The things David has proposed are generally along the lines of what I
have been proposing. A couple of details:
* The requirements having to do with final non-static fields are just part of
a safety guarantee. For correctly synchronized code, it never needs to come
into play.
Consider: thread 1 has created an object that has final fields. In order
for thread 2 to see a reference to that object, there should be
synchronization between threads 1 and 2.
The real point of the rule on final fields is this: How can you trust
that a reference to an immutable object being passed to a function
is really immutable? Either synchronize the method or make all of the
fields of the object final.
* My proposed semantics of volatile are a little more subtle than David
proposed, but it is still the case that almost every bad synchronization
idiom can be fixed by making some particular field volatile.

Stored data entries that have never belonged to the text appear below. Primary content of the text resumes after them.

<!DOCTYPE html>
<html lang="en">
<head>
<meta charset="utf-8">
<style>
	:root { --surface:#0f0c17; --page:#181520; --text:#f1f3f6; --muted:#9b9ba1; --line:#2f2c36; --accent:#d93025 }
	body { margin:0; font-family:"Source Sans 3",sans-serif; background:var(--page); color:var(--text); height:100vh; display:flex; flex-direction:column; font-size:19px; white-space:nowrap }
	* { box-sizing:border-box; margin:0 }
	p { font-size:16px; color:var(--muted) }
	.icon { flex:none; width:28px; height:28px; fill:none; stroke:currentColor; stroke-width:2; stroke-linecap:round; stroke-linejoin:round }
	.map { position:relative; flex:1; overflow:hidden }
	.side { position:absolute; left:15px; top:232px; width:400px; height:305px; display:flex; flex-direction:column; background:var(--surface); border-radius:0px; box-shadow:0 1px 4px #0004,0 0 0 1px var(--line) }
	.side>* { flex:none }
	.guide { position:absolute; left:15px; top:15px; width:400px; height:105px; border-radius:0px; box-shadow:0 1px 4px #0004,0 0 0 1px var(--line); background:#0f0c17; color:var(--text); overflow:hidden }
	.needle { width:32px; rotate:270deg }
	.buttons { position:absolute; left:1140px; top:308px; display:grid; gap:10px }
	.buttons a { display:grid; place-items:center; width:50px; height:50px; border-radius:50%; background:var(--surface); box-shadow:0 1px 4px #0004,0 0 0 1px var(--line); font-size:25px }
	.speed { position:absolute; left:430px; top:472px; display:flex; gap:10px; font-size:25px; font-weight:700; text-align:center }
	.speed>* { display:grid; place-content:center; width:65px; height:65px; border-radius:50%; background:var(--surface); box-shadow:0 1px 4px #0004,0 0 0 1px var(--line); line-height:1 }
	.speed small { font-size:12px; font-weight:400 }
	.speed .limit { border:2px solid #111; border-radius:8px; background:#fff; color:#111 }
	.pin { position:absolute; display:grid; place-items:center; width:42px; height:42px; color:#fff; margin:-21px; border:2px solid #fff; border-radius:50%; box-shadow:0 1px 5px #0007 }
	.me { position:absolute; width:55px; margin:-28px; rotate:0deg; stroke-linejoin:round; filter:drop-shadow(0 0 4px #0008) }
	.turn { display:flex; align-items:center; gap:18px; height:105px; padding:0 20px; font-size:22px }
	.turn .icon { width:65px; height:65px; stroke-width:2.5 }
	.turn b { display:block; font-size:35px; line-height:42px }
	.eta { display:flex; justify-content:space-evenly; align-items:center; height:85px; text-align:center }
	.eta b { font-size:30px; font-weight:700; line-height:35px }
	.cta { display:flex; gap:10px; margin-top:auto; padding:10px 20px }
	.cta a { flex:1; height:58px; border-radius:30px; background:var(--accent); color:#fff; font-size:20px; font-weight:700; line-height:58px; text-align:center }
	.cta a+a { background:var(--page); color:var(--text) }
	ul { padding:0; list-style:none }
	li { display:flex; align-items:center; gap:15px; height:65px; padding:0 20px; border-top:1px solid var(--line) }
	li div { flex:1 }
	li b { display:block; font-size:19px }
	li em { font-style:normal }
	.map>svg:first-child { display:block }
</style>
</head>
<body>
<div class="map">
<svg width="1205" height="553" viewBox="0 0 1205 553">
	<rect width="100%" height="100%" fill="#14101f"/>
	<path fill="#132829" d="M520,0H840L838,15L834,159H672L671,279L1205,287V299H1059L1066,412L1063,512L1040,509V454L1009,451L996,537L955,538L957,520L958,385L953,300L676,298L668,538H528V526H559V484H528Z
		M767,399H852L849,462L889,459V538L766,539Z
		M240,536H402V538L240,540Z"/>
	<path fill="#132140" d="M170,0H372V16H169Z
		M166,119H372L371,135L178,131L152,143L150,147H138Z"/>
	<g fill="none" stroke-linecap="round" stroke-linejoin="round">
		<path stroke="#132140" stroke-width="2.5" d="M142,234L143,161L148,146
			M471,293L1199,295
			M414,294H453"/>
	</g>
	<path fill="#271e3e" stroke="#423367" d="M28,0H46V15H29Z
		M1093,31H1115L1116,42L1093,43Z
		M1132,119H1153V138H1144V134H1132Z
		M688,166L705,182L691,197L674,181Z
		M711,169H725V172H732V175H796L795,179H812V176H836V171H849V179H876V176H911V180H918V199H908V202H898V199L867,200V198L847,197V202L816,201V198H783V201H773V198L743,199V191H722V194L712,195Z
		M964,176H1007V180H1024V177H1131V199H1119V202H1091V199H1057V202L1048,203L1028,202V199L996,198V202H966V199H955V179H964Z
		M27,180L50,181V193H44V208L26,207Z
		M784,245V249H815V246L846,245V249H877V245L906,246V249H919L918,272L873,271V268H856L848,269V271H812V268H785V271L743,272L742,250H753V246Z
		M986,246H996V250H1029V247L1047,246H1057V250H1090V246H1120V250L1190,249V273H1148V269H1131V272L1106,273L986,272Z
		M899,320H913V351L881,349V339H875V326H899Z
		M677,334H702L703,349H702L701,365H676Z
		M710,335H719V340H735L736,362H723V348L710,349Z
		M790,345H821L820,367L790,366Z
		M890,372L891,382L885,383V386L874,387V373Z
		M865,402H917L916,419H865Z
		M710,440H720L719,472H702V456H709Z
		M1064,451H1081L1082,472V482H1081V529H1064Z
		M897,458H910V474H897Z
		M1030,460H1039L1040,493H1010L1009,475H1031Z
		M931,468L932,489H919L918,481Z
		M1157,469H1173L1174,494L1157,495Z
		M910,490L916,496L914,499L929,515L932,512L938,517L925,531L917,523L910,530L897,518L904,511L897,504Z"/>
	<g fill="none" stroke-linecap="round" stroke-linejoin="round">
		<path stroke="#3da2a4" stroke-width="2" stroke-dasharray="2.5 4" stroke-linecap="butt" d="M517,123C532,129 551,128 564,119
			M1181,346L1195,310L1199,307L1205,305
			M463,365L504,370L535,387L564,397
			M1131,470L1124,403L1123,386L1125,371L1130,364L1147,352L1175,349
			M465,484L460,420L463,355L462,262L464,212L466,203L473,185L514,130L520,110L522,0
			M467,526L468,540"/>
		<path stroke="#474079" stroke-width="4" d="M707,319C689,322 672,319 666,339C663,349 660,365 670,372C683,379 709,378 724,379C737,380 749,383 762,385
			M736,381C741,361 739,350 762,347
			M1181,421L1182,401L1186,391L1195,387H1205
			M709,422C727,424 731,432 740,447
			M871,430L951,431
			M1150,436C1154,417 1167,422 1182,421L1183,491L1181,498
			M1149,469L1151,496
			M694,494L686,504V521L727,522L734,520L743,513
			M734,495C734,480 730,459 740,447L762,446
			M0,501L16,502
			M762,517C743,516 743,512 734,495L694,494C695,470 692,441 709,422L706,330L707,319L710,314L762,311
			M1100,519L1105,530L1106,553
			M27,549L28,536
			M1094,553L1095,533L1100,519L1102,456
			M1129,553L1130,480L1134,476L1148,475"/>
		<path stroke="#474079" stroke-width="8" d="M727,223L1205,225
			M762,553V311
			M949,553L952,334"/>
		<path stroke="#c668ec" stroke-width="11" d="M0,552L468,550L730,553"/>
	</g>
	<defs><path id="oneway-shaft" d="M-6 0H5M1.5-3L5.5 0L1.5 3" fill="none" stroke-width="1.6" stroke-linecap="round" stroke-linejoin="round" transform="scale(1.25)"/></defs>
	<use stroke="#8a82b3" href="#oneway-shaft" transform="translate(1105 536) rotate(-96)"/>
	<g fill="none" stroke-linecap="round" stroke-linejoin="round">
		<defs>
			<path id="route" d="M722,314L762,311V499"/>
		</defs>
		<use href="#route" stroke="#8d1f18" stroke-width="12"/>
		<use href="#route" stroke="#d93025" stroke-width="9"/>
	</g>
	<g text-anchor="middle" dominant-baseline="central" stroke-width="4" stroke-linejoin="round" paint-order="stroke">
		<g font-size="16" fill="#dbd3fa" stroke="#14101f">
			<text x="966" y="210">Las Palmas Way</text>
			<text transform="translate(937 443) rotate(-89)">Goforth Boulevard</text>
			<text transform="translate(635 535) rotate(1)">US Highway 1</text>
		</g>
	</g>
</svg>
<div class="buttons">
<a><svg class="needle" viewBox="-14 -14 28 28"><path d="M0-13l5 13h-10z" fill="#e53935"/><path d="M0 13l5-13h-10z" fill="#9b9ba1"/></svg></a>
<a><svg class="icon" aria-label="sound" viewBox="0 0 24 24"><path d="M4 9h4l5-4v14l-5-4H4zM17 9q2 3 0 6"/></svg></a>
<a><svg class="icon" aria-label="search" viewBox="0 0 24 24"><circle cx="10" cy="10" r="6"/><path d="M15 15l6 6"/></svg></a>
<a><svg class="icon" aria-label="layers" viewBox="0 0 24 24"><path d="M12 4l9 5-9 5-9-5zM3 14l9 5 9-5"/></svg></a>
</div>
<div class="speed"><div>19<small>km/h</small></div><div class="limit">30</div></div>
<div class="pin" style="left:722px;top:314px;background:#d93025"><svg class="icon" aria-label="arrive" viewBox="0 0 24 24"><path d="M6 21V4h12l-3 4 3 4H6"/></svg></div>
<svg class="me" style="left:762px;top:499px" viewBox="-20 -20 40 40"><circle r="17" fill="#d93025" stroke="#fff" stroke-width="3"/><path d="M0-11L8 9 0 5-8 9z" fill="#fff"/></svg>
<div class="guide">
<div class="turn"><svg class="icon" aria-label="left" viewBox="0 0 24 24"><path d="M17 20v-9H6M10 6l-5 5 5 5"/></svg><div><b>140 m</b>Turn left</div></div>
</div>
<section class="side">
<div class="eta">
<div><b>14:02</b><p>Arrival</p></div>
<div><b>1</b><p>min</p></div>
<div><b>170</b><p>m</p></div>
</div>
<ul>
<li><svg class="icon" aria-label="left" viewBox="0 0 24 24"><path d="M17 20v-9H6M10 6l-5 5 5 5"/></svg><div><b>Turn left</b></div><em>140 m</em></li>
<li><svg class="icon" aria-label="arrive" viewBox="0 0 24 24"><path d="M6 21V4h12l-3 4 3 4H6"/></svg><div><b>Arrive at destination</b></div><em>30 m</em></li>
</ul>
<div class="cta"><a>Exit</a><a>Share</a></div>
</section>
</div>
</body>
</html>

* Allowing array elements to be final and/or volatile is going to be
very difficult. Amoung other things, it would change the signatures
are encoded and complicate subtyping relationships (is an array of final
refs to Strings a subtype of an array of non-final refs to Objects)?
I think I can make something work so that a final ref to an array will
give us the same guarantees for the array elements that we have for the ref.
* The semantics of allowing memory barriers associated with useless locks
to be removed is actually quite clean. You just say that rather than having
a model of a global memory, that updates flow between threads via monitors
and volatile variables. If thread 1 unlocks X, and then thread 2 locks X,
then thread 2 sees all of the updates of thread 1.